(What to do) Find out how many lines of the listing below include "color" and report only that number.

(Dataset extract)

▽

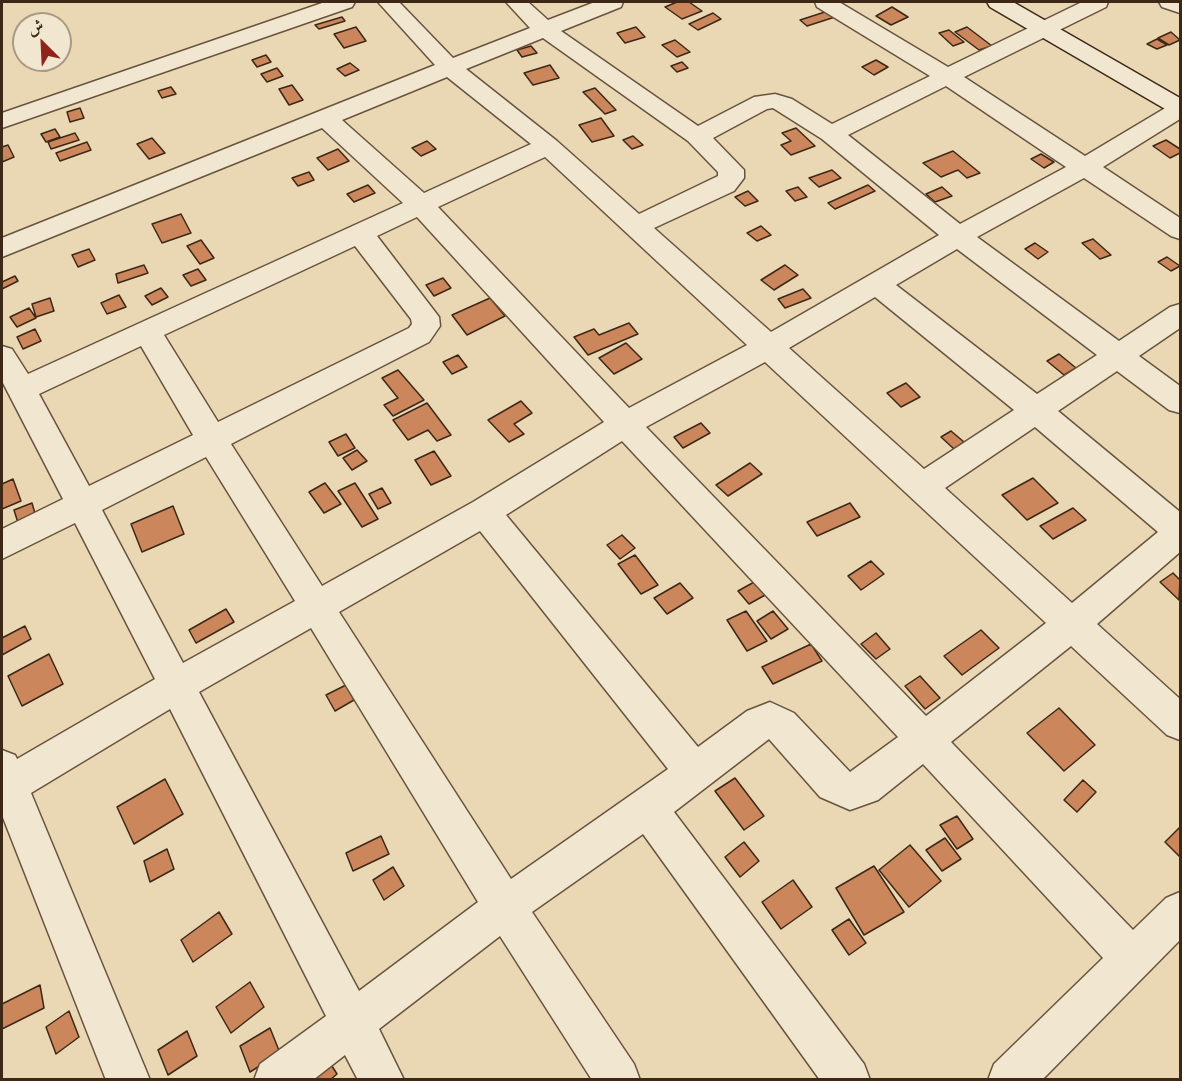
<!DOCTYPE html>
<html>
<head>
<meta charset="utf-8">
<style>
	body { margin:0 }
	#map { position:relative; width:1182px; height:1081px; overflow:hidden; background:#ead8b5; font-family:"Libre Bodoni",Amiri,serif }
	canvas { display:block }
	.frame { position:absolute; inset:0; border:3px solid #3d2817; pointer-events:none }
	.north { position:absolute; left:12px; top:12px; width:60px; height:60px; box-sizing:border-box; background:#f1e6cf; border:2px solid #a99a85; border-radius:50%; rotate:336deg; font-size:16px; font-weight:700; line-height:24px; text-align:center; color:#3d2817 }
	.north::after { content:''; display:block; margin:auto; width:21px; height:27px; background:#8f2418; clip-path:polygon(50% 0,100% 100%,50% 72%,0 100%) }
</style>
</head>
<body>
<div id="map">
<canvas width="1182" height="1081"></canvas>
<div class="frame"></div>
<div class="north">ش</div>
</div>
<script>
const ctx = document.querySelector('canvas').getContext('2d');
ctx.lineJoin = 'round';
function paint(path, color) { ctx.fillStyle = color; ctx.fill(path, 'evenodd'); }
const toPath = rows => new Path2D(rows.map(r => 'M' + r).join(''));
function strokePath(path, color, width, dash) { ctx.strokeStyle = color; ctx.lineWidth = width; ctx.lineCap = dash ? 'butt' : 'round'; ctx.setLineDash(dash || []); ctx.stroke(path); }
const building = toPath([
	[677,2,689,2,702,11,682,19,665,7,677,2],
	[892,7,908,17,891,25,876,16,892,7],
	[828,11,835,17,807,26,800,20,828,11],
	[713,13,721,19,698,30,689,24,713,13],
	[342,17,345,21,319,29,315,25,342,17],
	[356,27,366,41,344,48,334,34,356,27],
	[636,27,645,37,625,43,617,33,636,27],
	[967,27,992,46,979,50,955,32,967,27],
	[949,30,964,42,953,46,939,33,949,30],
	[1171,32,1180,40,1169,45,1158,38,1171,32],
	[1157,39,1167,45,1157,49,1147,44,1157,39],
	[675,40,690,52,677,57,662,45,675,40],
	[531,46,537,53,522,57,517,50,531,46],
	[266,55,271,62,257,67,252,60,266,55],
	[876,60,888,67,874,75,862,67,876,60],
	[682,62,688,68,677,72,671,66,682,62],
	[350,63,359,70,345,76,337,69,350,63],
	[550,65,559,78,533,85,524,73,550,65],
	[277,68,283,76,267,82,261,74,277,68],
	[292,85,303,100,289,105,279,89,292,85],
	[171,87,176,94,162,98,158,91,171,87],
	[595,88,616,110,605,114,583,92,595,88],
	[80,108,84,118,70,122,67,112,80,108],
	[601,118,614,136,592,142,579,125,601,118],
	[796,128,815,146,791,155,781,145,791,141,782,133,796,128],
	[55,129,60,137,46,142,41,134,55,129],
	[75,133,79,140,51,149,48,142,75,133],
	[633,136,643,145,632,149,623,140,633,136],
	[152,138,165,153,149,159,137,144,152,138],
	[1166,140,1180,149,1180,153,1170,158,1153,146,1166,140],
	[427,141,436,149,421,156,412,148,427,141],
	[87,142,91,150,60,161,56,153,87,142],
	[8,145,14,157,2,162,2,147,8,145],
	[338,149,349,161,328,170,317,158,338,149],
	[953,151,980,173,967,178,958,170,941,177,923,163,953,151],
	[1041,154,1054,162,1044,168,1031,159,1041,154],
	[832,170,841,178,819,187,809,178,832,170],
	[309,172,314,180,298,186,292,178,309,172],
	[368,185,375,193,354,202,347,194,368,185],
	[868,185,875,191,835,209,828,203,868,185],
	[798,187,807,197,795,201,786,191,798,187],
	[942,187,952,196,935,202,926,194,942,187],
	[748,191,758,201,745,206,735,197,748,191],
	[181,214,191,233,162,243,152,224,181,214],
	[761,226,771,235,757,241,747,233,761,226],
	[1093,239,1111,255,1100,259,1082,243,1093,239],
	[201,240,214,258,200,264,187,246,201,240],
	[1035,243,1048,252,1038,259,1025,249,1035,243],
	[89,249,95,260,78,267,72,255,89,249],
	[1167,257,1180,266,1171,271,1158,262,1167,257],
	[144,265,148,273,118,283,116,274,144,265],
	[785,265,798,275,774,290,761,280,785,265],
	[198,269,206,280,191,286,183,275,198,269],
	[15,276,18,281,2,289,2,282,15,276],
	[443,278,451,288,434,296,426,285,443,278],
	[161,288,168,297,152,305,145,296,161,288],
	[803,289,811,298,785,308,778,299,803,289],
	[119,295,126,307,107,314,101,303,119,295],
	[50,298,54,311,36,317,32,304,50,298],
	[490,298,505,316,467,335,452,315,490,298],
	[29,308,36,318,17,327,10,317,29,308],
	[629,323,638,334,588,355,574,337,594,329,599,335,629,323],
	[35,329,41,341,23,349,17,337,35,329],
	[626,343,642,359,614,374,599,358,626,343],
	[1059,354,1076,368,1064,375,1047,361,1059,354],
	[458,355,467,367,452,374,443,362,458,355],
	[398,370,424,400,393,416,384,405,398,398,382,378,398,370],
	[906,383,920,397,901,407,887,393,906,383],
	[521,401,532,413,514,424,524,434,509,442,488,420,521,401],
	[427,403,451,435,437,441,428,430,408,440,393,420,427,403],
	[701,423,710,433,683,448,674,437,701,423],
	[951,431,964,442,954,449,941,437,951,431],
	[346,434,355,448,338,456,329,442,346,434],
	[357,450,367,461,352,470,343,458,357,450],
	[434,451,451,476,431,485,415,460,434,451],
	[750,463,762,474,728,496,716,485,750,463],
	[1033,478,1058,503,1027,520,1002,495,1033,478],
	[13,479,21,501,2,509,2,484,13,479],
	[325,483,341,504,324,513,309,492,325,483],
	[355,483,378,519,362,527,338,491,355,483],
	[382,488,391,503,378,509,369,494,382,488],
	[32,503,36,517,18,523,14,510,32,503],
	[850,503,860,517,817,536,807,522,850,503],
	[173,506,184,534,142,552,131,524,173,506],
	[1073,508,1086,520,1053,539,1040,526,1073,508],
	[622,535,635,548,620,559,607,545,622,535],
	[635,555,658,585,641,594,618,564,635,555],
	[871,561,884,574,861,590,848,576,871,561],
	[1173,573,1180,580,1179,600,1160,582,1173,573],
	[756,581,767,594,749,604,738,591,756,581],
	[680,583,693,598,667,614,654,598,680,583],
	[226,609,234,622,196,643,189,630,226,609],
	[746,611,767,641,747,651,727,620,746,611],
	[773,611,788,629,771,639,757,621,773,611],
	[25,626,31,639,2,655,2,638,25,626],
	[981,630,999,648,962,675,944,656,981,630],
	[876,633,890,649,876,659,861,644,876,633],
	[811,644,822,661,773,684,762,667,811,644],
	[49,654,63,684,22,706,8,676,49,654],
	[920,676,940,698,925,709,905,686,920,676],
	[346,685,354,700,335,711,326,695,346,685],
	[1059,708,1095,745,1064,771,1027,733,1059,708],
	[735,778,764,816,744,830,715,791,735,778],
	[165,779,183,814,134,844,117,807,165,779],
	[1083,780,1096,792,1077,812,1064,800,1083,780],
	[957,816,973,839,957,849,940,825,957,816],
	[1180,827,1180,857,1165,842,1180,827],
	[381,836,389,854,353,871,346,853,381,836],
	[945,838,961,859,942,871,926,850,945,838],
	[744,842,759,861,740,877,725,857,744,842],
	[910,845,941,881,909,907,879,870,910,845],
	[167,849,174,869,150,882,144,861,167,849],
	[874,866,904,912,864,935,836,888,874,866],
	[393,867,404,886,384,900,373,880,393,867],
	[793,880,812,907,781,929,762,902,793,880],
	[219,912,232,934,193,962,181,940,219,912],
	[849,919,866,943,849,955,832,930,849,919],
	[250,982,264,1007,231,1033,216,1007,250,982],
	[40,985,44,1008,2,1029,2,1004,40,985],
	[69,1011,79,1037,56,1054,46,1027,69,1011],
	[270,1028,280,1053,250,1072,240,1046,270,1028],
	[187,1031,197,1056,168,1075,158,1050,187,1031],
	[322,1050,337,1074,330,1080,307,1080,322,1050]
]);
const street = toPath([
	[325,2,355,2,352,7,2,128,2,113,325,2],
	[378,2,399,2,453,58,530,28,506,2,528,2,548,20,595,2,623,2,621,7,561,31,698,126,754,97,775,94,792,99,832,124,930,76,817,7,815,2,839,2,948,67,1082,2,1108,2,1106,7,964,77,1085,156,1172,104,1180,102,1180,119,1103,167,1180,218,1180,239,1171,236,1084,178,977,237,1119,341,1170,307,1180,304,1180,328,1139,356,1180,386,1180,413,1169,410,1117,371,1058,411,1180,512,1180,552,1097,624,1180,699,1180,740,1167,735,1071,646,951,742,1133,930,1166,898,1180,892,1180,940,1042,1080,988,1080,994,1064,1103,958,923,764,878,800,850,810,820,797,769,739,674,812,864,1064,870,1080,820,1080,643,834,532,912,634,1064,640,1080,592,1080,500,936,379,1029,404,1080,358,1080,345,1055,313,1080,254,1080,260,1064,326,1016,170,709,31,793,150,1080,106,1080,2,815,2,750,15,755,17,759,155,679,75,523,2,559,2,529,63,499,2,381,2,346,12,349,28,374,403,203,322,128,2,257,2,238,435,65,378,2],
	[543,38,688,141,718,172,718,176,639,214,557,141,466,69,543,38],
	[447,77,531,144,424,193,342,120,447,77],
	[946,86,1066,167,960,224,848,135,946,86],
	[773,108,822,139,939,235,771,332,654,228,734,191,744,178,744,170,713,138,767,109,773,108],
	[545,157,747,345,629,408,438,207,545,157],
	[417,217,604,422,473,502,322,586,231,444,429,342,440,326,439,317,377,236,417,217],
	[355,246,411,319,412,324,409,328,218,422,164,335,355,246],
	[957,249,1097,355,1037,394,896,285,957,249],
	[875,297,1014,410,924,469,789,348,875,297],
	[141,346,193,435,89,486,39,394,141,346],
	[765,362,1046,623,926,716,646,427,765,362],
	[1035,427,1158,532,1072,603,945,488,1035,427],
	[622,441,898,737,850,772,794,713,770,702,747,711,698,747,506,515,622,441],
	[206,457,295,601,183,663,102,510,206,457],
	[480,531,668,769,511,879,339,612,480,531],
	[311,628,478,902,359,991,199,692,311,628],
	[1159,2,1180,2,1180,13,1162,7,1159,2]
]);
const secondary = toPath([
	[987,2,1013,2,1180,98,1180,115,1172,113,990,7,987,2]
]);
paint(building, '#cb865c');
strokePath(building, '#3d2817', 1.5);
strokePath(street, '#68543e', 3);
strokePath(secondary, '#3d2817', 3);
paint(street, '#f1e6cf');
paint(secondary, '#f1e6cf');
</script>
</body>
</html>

△

(Solution below) 3